Before I worked at Yahoo!, I had never localized (modifying an application to fit a region’s language and cultural needs) anything. Now that I’ve done it for over 2 years and 30 different localizations, there are a few things I’ve learned that are quite important.
- Allow for text expansion and shrinkage
This is rule #1 when localizing. Some languages like German or Russian can expand to over 100% more than the English equivalent. And others like Chinese or Japanese can shrink by more than 50%, which can equally wreck a non-flexible layout. Your HTML and CSS needs to be extremely flexible when dealing with localized content. No more fixed height or width buttons, tabs or any other content areas.
- Keep text out of images
Replacing text in HTML is easy and can be done automatically with many localization tools.

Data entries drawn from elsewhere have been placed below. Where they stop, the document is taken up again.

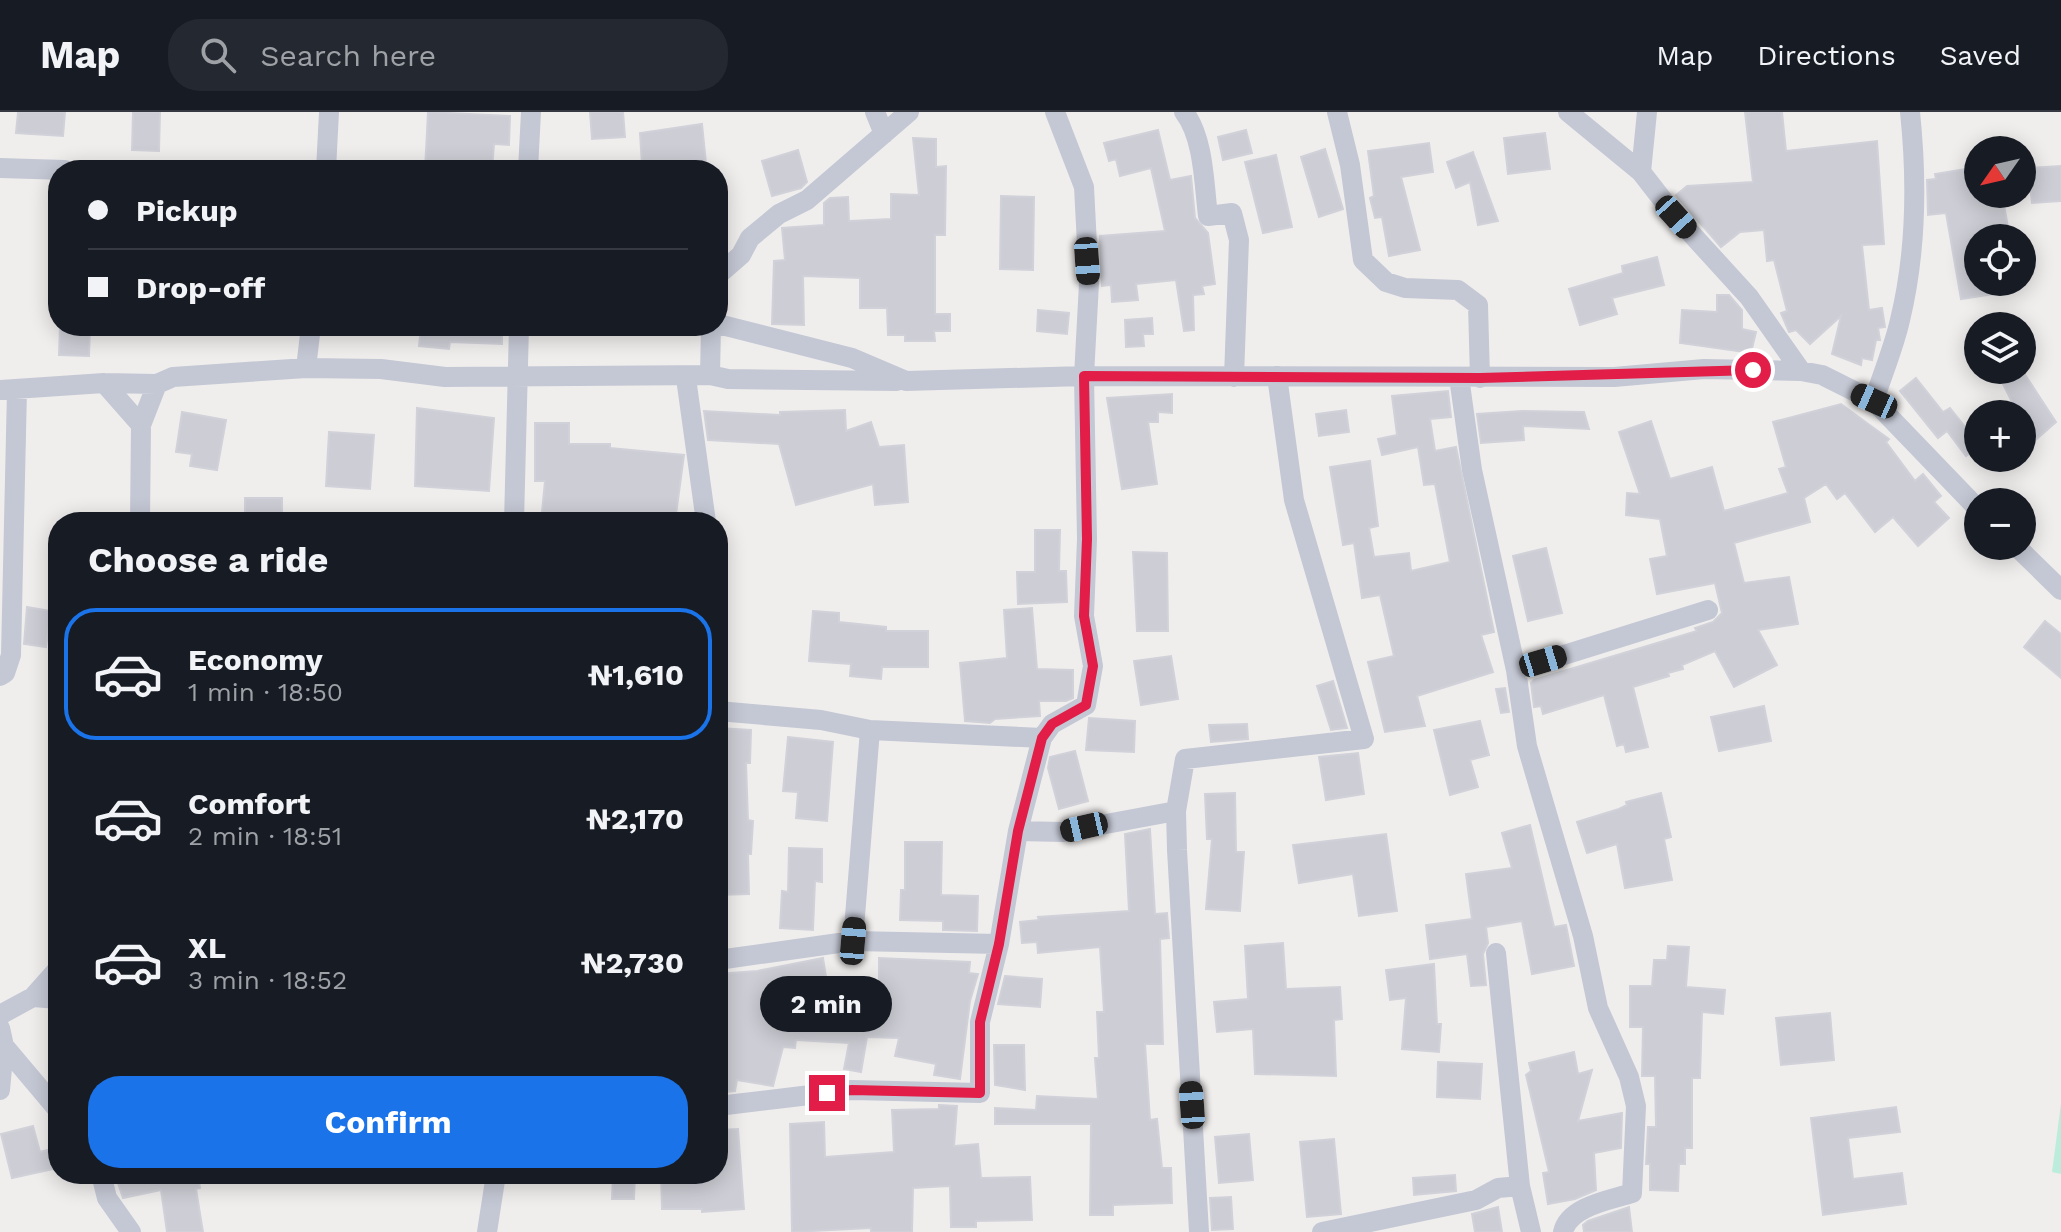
<!DOCTYPE html>
<html lang="en">
<head>
<meta charset="utf-8">
<style>
	body { margin:0; font-family:"Work Sans",sans-serif; background:#242831; color:#f1f3f6; height:100vh; display:flex; flex-direction:column; font-size:30px; white-space:nowrap }
	* { box-sizing:border-box; margin:0 }
	p { font-size:26px; color:#9ea1a6 }
	.icon { flex:none; width:44px; height:44px; fill:none; stroke:currentColor; stroke-width:2; stroke-linecap:round; stroke-linejoin:round }
	.map { position:relative; flex:1; overflow:hidden }
	.details { position:absolute; left:48px; top:400px; width:680px; height:672px; display:flex; flex-direction:column; background:#171b24; border-radius:32px; box-shadow:0 4px 20px #0003 }
	.details>* { flex:none }
	.guide { position:absolute; left:48px; top:48px; width:680px; height:176px; border-radius:32px; box-shadow:0 4px 20px #0003; display:grid; align-content:center; height:176px; padding:0 40px; background:#171b24 }
	.needle { width:52px; rotate:236deg }
	.fabs { position:absolute; left:1964px; top:24px; display:grid; gap:16px }
	.fabs a { display:grid; place-items:center; width:72px; height:72px; border-radius:50%; background:#171b24; box-shadow:0 4px 20px #0003; font-size:40px }
	.end { position:absolute; width:36px; height:36px; margin:-18px; border:10px solid #e11d48; background:#fff; box-shadow:0 0 0 4px #fff }
	.from { border-radius:50% }
	.bubble { position:absolute; height:56px; border-radius:28px; background:#171b24; box-shadow:0 4px 20px #0003; font-size:26px; font-weight:700; line-height:56px; text-align:center }
	.car { position:absolute; width:24px; height:48px; margin:-24px -12px; border-radius:10px; box-shadow:0 0 6px 2px #0007; background:linear-gradient(#222 24%,#8ab4d8 0 40%,#222 0 76%,#8ab4d8 0 86%,#222 0) }
	.guide b { display:flex; align-items:center; gap:28px; height:76px; font-size:30px }
	.guide b+b { border-top:2px solid #363941 }
	.guide i { width:20px; height:20px; background:#f1f3f6 }
	ul { padding:0; list-style:none }
	li { display:flex; align-items:center; gap:24px; height:132px; margin:0 16px 12px; padding:0 24px; border:4px solid transparent; border-radius:32px }
	li div { flex:1 }
	li b { display:block; font-size:30px }
	li em { font-style:normal; font-weight:700 }
	li.on { border-color:#1a73e8 }
	li>.icon { width:72px; height:72px; stroke-width:1.5 }
	h2 { padding:0 40px; font-size:36px; line-height:96px }
	.action { display:flex; gap:16px; margin-top:auto; padding:16px 40px }
	.action a { flex:1; height:92px; border-radius:32px; background:#1a73e8; color:#fff; font-size:32px; font-weight:700; line-height:92px; text-align:center }
	header { display:flex; align-items:center; gap:48px; box-sizing:border-box; height:112px; padding:0 40px; background:#171b24; border-bottom:2px solid #363941 }
	header strong { font-size:38px }
	nav { display:flex; gap:44px; margin-inline-start:auto; font-size:28px }
	.search { width:560px; height:72px; background:#242831; display:flex; align-items:center; gap:20px; box-sizing:border-box; padding:0 28px; border-radius:32px; color:#9ea1a6; font-size:30px }
	.map>svg:first-child { display:block }
	.green { fill:#bceddc }
	.building { fill:#cdced5; stroke:#d1d1d9; stroke-width:2 }
	.lines { fill:none; stroke-linecap:round; stroke-linejoin:round }
	.street { stroke:#c4c8d4; stroke-width:20 }
	.route { stroke:#e11d48; stroke-width:10 }
</style>
</head>
<body>
<header>
<strong>Map</strong>
<div class="search"><svg class="icon" aria-label="search" viewBox="0 0 24 24"><circle cx="10" cy="10" r="6"/><path d="M15 15l6 6"/></svg>Search here</div>
<nav><a>Map</a><a>Directions</a><a>Saved</a></nav>
</header>
<div class="map">
<svg width="2061" height="1120" viewBox="0 0 2061 1120">
	<rect width="100%" height="100%" fill="#f0eeed"/>
	<path class="green" d="M2061,991v71l-9,-2z"/>
	<path class="building" d="M18,0h47l-2,24 -47,-3z
		M133,0h27l-1,39 -27,-1z
		M428,0l82,4 -1,29 -15,-1 -2,26h-67z
		M590,0h33l2,25 -33,2z
		M1745,0h37l4,39 91,-10 7,103 -22,1 7,65 13,-2 3,19 -7,1 2,12h-4l-4,20 -10,-2 -1,7 -29,-11 9,-38 -31,28 -14,-14 -7,2 -8,-19 6,-2 -13,-51 -7,1 -3,-31 -24,2 -19,15 -45,-52 11,-9 66,-4z
		M702,12l4,39 -64,2 -2,-32z
		M1158,18l12,50 21,-4 4,42 13,15 7,51 -13,2 2,8 -11,1 1,35 -10,1 -8,-51 -40,4 2,16 -26,2 -1,-17 -9,1 -2,-50 65,-5 -14,-63 -31,8 -4,-17 -7,2 -5,-18z
		M1246,18l6,23 -29,7 -5,-23z
		M1545,21l5,36 -42,5 -4,-36z
		M913,26l23,1v28l10,-1 -1,69h-10v79h15v17h-16l1,10h-30v-6h-17l-1,-27h-27v-30l-57,-2 1,49 -32,-1 2,-63 11,-1 -3,-32 42,-3v-22l6,-5 18,-1 1,24 42,-2v-25l28,1z
		M1429,31l4,29 -32,5 19,73 -31,6 -7,-39 -7,1 -5,-20 4,-2 -6,-45z
		M1325,37l18,60 -24,8 -18,-60z
		M798,38l9,32 -6,6 -29,8 -10,-35z
		M1473,40l1,3 24,66 -20,4 -8,-43 -14,6 -9,-26z
		M1276,43l16,72 -29,6 -18,-71z
		M2061,54v35l-29,2 -4,-35z
		M1978,55v27h24l8,44h-32v44h35l1,9 -53,8 -15,-86 -18,2 -1,-35 9,-1 -1,-5z
		M1001,84l33,1 -1,73 -33,-1z
		M1657,145l7,28 -52,13 5,16 -37,11 -11,-36 54,-16 -1,-7z
		M1717,183h12l13,15v19l14,3 -5,21 -71,-10 2,-33 35,2z
		M1038,198l31,3 -2,21 -30,-3z
		M1152,206l1,16h-10l1,12 -18,1 -1,-27z
		M60,214h30l-1,30 -30,-1z
		M421,214h81v18l-52,-2 -1,7 -30,-3z
		M1996,258h26l34,52 -25,22 -2,-3 -7,5v-32h-24l15,-10z
		M1916,266l27,34 7,-4 20,25 8,-6v20l-12,9 -19,-25 -9,7 -38,-47z
		M1448,279l3,26 -21,2 5,32 21,-4 38,185 -13,3 12,37 -76,24 8,30 -40,6 -17,-70 26,-6 -14,-61 -18,3 -8,-55 -11,2 -13,-78 40,-6 8,65 -9,2 5,29 35,-4 2,18 39,-9 -15,-78 -11,1 -6,-38 -36,8 -4,-16 19,-4 -5,-39z
		M1172,282v19l-14,-1v10h-10l9,62 -35,5 -15,-91z
		M1841,292l48,35 -3,3 29,39 8,-7 18,22 -7,6 15,16 -31,28 -25,-29 -18,15 -30,-39 -8,6 -11,-15 -22,14 6,24 -76,21 10,40 45,-6 9,47 -40,6 19,35 -43,22 -19,-36 -33,14 1,4 -15,4 1,3 -36,11 15,60 -22,5 -2,-8 -7,2 -13,-51 -61,19 -2,-8 -7,1 -3,-24 3,-3 163,-49 -2,-3 18,-6 9,-9 -7,-30 -58,11 -7,-35 17,-3 -7,-37 -34,-4 1,-22 13,1 -21,-62 32,-11 19,58 42,-12 12,44 64,-18 -9,-24 7,-2 -13,-45z
		M417,296l77,10 -5,73 -74,-5z
		M845,298l1,21 25,-9 8,25 25,-2 4,57 -33,3 -2,-21 -77,21 -17,-61 -71,-4 -4,-29 76,4v-3z
		M1346,298l3,22 -30,4 -3,-22z
		M1522,299l62,1 5,17 -66,-3 1,14 -43,3 -4,-29z
		M182,300l44,8 -9,50 -27,-4 2,-12 -16,-2z
		M535,311h34v21h41v4l74,7 -9,67h-134l4,-41h-10z
		M329,320l45,3 -4,54 -44,-3z
		M245,386h37v24h-37z
		M1035,418h25l-1,41h7l1,31 -49,2 -1,-32h18z
		M1546,436l16,65 -34,8 -15,-65z
		M1133,440l34,1 1,78h-31z
		M27,495l24,4 -5,36 -22,-3z
		M1032,496l5,61 36,1v28l-7,3h-27l1,15 -45,3 -5,4 -25,-2 -5,-58 47,-5 -3,-48z
		M813,499l26,2v9l47,5v4h42v36h-46l-1,12 -31,-3 1,-12 -42,-3z
		M2045,509l16,13v44l-37,-31z
		M1171,544l7,43 -37,6 -7,-44z
		M1333,569l14,47 -16,2 -14,-44z
		M1505,576l4,24 -8,1 -5,-24z
		M1764,594l7,35 -52,10 -8,-34z
		M1089,606l46,3 -1,31 -48,-2z
		M1480,609l9,34 -19,5 8,27 -28,8 -16,-65z
		M1247,612l1,15 -37,3 -2,-17z
		M718,616l33,2 -1,33h-4l2,57 5,1 -2,33h-3l1,40 -31,1z
		M788,625l45,5 -6,79 -31,-3 2,-26 -15,-1z
		M1075,639l13,50 -29,8 -11,-41 2,-11z
		M1358,641l6,41 -38,6 -7,-43z
		M1235,681l1,59h8l-4,59 -34,-2 6,-70h-5l-2,-45z
		M1661,681l10,44 -7,2 8,41 -47,8 -8,-44 -30,9 -10,-31 42,-13 8,-4 -1,-3z
		M1530,713l24,102 12,-2 8,41 -42,8 -10,-53 -36,6 2,16 -5,11 3,31 -15,1 -4,-32 -37,5 -4,-34 46,-6 -6,-45 46,-6 -10,-35z
		M1150,717l5,85 12,-1 2,25 -9,1 3,105h-18l5,76 7,-1 5,49h9l1,35 -59,2v10h-23l1,-91h-96v-16l41,2 1,-14 61,3 -3,-41h4l-2,-46h7l-4,-65 -62,6 -1,-11 -15,1 -2,-21 19,-2 -1,-3 91,-6 -4,-77z
		M1386,722l11,77 -38,5 -6,-42 -54,9 -6,-38z
		M905,730h37l-1,53 37,1 -1,35 -34,-1v-9l-43,-1 1,-30h4z
		M789,736l33,1v33l-7,-1 -2,49 -33,-2 2,-37 6,1z
		M1283,831l3,46 54,-2 2,32 -8,1 2,56 -81,-2 -2,-45 -36,3 -3,-30 34,-3 -3,-53z
		M1668,834l21,1 -3,40 39,3 -2,24 -21,-2 -2,66h-8v70h-7v16h-6l-1,27 -28,-1v-26h-4l2,-37h8l-1,-51h-13l1,-49h-13v-41h22l2,-26h13z
		M823,846l7,44 49,1v-45l91,4 -1,11 9,1 -8,27 -10,78 -26,-4 2,-11 -41,-8 4,-18 -32,-1 -6,35 -17,-3 5,-26 -53,-3 -1,8 -12,-1 -10,39 -36,-6 -2,11 -17,2v-119l39,-3z
		M1434,852l3,60h4l-2,28 -37,-3 4,-51 -16,2 -4,-30z
		M1005,864l37,3 -2,28 -42,-3z
		M1830,901l4,47 -53,5 -5,-47z
		M994,933h30l1,45 -30,-5z
		M1574,940l4,22 14,-4 -14,51 44,-8 -1,35 -27,5 2,37 -21,9 -27,5 -5,-31 6,-1 -23,-97 5,-4 -2,-8z
		M1438,950l44,2 -2,35 -43,-2z
		M939,993l18,1 -3,40 24,-2 3,34 49,-1 2,43 -56,1v6h-25l-1,-41 -37,2 -1,44h-41v-4l-79,4 -2,-108 34,-2 1,35 69,-5 -2,-42 47,-1z
		M1896,995l4,25 -52,6 5,41 49,-6 4,31 -83,11 -12,-97z
		M33,1014l7,26 18,-5v21l-46,10 -11,-44z
		M738,1017l6,80 -42,3v-3h-40l-1,-35h57v-44z
		M1249,1022l4,46 -34,3 -4,-46z
		M1334,1027l7,75 -34,3 -7,-75z
		M115,1062h83l2,14 -4,1 7,43h-36l-6,-42 -38,8z
		M613,1062h22l-1,25h-22z
		M1455,1063l1,16 -42,4 -1,-17z
		M1231,1085l2,32 -21,1 -2,-32z
		M1498,1095l4,25h-27l-3,-18z
		M1629,1095l3,25h-48l-1,-7 5,-4z"/>
	<g class="lines">
		<path class="street" d="M875,0l9,22
			M1184,0c20,26 20,72 24,104l24,-3 7,27 -5,137
			M1337,0l13,53 13,95 23,22 19,6 53,2 20,15 2,73
			M1568,0l73,60 35,45 73,80 52,74
			M0,56l65,2
			M326,58l3,-58
			M528,58l3,-58
			M1641,60l6,-60
			M718,163l23,-20 9,-17 29,-24 28,-14 102,-88
			M718,212l134,34 54,23 178,-5 530,1 90,-8 97,2 21,4 52,26 104,108
			M306,256l5,-42
			M710,263l1,-49
			M1459,265l13,93 44,200 11,76 56,190 15,72 31,69 7,29 -4,87c-21,7 -63,13 -69,39
			M686,266l20,144
			M104,271l37,42
			M0,278l104,-7 53,1 16,-7 133,-9 75,1 64,8 265,-2 18,4 169,2
			M1874,289c8,-26 20,-54 26,-81 16,-66 17,-141 10,-208
			M140,410l1,-97 16,-41
			M514,410l5,-196
			M2016,434l45,44
			M718,496v23
			M1516,558l192,-60
			M0,564l5,-3 6,-18 6,-265
			M718,599l103,9 49,10 172,8
			M1018,719l45,1 113,-21
			M853,829l146,3
			M1496,841l24,233
			M718,848l135,-19 17,-211
			M33,885l25,-28
			M0,903l33,-18 25,2
			M0,916l4,18 -4,44
			M4,934l54,64
			M718,994l134,-16 128,3v-71l19,-78 19,-113 24,-93 10,-14 34,-19 7,-39 -9,-50 3,-77 -3,-163 5,-93 -5,-96 -29,-75
			M101,1062l6,24 24,34
			M487,1120l9,-58
			M1199,1120l-22,-382 -1,-39 9,-52 179,-20 -70,-239 -17,-124
			M1322,1120l154,-32 22,-12 22,-2 11,46"/>
	</g>
	<g class="lines">
		<path class="route" d="M827,981l25,-3 128,3v-71l19,-78 19,-113 24,-93 10,-14 34,-19 7,-39 -9,-50 3,-77 -3,-163 396,2 273,-8"/>
	</g>
</svg>
<div class="fabs">
<a><svg class="needle" viewBox="-14 -14 28 28"><path d="M0-13l5 13h-10z" fill="#e53935"/><path d="M0 13l5-13h-10z" fill="#9ea1a6"/></svg></a>
<a><svg class="icon" aria-label="locate" viewBox="0 0 24 24"><circle cx="12" cy="12" r="6"/><path d="M12 2v4M12 18v4M2 12h4M18 12h4"/></svg></a>
<a><svg class="icon" aria-label="layers" viewBox="0 0 24 24"><path d="M12 4l9 5-9 5-9-5zM3 14l9 5 9-5"/></svg></a>
<a>+</a>
<a>−</a>
</div>
<i class="end from" style="left:1753px;top:258px"></i>
<i class="end" style="left:827px;top:981px"></i>
<div class="bubble" style="left:760px;top:864px;width:132px">2 min</div>
<i class="car" style="left:1676px;top:105px;rotate:138deg"></i>
<i class="car" style="left:1087px;top:149px;rotate:176deg"></i>
<i class="car" style="left:1874px;top:289px;rotate:294deg"></i>
<i class="car" style="left:1543px;top:549px;rotate:73deg"></i>
<i class="car" style="left:1084px;top:715px;rotate:257deg"></i>
<i class="car" style="left:853px;top:829px;rotate:5deg"></i>
<i class="car" style="left:1192px;top:993px;rotate:356deg"></i>
<div class="guide">
<b><i class="from"></i>Pickup</b>
<b><i></i>Drop-off</b>
</div>
<section class="details">
<h2>Choose a ride</h2>
<ul>
<li class="on"><svg class="icon" aria-label="car" viewBox="0 0 24 24"><path d="M5 17H2v-5l4-1 3-4h7l3 4 3 1v5h-3M9 17h6M6 11h13"/><circle cx="7" cy="17" r="2"/><circle cx="17" cy="17" r="2"/></svg><div><b>Economy</b><p>1 min · 18:50</p></div><em>₦1,610</em></li>
<li><svg class="icon" aria-label="car" viewBox="0 0 24 24"><path d="M5 17H2v-5l4-1 3-4h7l3 4 3 1v5h-3M9 17h6M6 11h13"/><circle cx="7" cy="17" r="2"/><circle cx="17" cy="17" r="2"/></svg><div><b>Comfort</b><p>2 min · 18:51</p></div><em>₦2,170</em></li>
<li><svg class="icon" aria-label="car" viewBox="0 0 24 24"><path d="M5 17H2v-5l4-1 3-4h7l3 4 3 1v5h-3M9 17h6M6 11h13"/><circle cx="7" cy="17" r="2"/><circle cx="17" cy="17" r="2"/></svg><div><b>XL</b><p>3 min · 18:52</p></div><em>₦2,730</em></li>
</ul>
<div class="action"><a>Confirm</a></div>
</section>
</div>
</body>
</html>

Replacing text in graphics is not so easy. Do whatever you can to get text out of graphics and into your HTML. This may annoy designers, but will save everyone time.
- Store configuration data separately from translations
Because your web app will need to behave differently for each locale, you will need to put configuration information somewhere. You may be tempted to put it into your translations which would allow translators/localizers the ability to change configuration on their own, but this is a bad idea. Why?
One day a localizer will put a really bad value into your configuration data and cause your app to crash. And it will be your fault because why should a localizer know how your app works and what a correct configuration value should be?
Another benefit of storing configuration data separately is you can easily write scripts to parse your configuration or change it. Much harder to do that when it’s buried in localizations.
- Just use UTF-8
I’m not an encoding expert, but when every locale is using 1 encoding and that encoding can handle almost all languages, it will make your life much easier. Tell everyone to use UTF-8 and you won’t be banging your head against the wall every time you see little boxes with question makrs in them.
- Watch out for variable substitution
When dealing with sentences like “You have X new messages”, many languages have multiple different translations depending on the number of messages. 0, 1, 2-3, 4-7, 8-N may all have different translations. Try handling that in an if-else block times 10 languages. It doesn’t scale.
You can skip dealing with this type of challenge sometimes by setting things up like this: “Number of new messages: X”. Sometimes this is OK, sometimes it’s not. There’s a lot of different ways to handle it, which goes beyond the scope of this post.